Several readers have been asking about the recent study that was reported to show umpire bias by race known as the Hamermesh study. Phil Birnbaum and Mitchel Lichtman have been doing great work in that regard already so I have little to add other than providing a few links for those interested:

  • The original study


  • The Time Magazine piece


  • Phil's first take - he questions the author's findings of statistical significance by examining the core table (table 2) from the original study


  • Phil's follow-up - where he uses to conclude that perhaps and at most 1 in 700 pitches is biased


  • And even more by Phil - here he uses several different tests of significance and it appears there is no racial bias


  • MGL's own study - here he uses a much simpler approach and comes to the tentative conclusion that there are not racial differences that are statistically significant. Update on 8/19: MGL posted some updates to his study here and here and comes to the opposite conclusion. He also notes there is a good discussion of the study at The Sports Economist.

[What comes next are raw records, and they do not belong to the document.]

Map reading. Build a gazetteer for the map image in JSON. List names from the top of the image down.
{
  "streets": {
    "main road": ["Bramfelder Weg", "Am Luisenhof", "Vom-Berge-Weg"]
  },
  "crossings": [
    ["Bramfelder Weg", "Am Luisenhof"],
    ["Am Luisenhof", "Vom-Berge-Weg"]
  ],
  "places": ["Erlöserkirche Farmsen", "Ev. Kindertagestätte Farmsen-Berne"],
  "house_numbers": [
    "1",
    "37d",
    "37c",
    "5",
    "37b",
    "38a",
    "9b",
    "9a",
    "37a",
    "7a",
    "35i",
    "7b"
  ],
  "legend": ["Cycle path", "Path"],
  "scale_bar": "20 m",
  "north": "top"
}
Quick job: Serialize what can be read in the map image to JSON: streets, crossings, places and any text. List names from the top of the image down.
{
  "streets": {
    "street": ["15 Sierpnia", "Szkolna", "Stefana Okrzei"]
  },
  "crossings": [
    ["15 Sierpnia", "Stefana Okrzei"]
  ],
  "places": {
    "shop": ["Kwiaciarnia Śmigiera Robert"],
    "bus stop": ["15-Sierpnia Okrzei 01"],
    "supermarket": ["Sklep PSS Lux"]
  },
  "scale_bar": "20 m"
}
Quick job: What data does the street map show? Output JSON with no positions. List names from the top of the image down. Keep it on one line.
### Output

  • One of the side topics that have arisen here is the affect of QuesTec on called strikes. The authors of the Hamermesh study found that for both white and minority pitchers, in non-QuesTec parks pitchers received a higher percentage of strikes when the race of the pitcher and umpire matched than they did in QuesTec parks. White pitchers did not experience this difference when the umpire was non-white although minority pitchers still did.

    This provides an opportunity to look at the PITCHf/x data from this season in QuesTec and non-QuesTec parks to get a more granular feel for what the overall difference might be. While we have data for only 9 of the 11 parks where QuesTec is installed, we still end up with almost 35,000 pitches in QuesTec parks and 63,000 in non-QuesTec parks to analyze. When we do so by comparing the location of the pitch to the strike zone (defined by the PITCHf/x operator for each plate appearance) and give the umpires a 1 inch buffer zone to correspond with the limits of the system, we find the following:


    Park Pitches CS% CB% Agree%
    QuesTec 34427 .8252 .9433 .8790
    Non-QuesTec 62862 .8052 .9488 .8772


    By way of explanation CS% is the called strike percentage defined as the percentage of actual pitches in the strike zone that were actually called strikes. CB% is the called ball percentage defined as the percentage of pitches that were actually out of the strike zone that were called balls and Agree% is the overall percentage of pitches on which PITCHf/x (given the buffer zone) and the umpire agreed.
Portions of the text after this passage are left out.